Matt Arsenault via llvm-commits llvm-commits at lists.llvm.org
Mon Jul 1 02:11:52 PDT 2024


https://github.com/arsenm created https://github.com/llvm/llvm-project/pull/97267

This was assuming the source address space was at least as large
as the destination of the cast.

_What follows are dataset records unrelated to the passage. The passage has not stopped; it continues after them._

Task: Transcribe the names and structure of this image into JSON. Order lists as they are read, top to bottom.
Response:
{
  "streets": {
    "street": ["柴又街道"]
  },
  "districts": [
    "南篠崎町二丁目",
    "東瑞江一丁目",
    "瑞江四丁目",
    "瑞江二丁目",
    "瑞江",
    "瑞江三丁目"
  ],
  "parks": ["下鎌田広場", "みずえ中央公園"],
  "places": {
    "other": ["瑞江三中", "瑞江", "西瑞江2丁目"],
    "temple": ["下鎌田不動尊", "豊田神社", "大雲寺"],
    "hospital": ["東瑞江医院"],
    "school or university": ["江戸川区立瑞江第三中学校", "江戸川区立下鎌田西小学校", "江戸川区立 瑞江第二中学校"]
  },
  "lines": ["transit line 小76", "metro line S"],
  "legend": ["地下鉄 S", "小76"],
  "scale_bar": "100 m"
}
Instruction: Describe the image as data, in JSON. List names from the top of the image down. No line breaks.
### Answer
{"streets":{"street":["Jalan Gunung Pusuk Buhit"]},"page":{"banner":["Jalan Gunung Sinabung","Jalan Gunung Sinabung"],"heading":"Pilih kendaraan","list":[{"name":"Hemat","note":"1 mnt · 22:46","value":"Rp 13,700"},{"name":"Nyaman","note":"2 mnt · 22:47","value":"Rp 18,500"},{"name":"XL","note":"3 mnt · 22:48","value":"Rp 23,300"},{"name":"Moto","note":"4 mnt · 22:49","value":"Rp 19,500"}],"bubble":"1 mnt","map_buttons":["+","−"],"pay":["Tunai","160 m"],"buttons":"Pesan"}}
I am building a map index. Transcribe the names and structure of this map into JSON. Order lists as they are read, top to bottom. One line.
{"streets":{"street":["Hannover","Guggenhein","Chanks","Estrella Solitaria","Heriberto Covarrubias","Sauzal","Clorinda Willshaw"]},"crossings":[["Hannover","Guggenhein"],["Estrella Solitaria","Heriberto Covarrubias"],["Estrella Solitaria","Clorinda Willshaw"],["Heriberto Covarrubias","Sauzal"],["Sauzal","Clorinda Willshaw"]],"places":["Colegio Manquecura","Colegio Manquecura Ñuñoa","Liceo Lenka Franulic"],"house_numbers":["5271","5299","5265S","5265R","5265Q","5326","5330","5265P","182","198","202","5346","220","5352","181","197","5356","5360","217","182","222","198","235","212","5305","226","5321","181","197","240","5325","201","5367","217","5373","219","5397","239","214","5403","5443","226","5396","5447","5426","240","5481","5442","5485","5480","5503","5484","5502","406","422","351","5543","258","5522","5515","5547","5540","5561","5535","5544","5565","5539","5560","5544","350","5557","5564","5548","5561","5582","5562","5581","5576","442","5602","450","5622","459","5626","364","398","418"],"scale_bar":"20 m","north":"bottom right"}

I'm not sure why this was casting
to begin with; the assumption seems to be the source
address space from the root addrspacecast matches the underlying
object so directly check that.

>From c89f1c2a18574cd4acd4815086dc20dae7b2fd70 Mon Sep 17 00:00:00 2001
From: Matt Arsenault <Matthew.Arsenault at amd.com>
Date: Sun, 30 Jun 2024 11:56:51 +0200
Subject: [PATCH] AMDGPU: Fix assert from wrong address space size assumption

This was assuming the source address space was at least as large
as the destination of the cast. I'm not sure why this was casting
to begin with; the assumption seems to be the source
address space from the root addrspacecast matches the underlying
object so directly check that.
---
 .../Target/AMDGPU/AMDGPUCodeGenPrepare.cpp    |  9 +-
 .../codegen-prepare-addrspacecast-non-null.ll | 91 ++++++++++++++++++-
 2 files changed, 98 insertions(+), 2 deletions(-)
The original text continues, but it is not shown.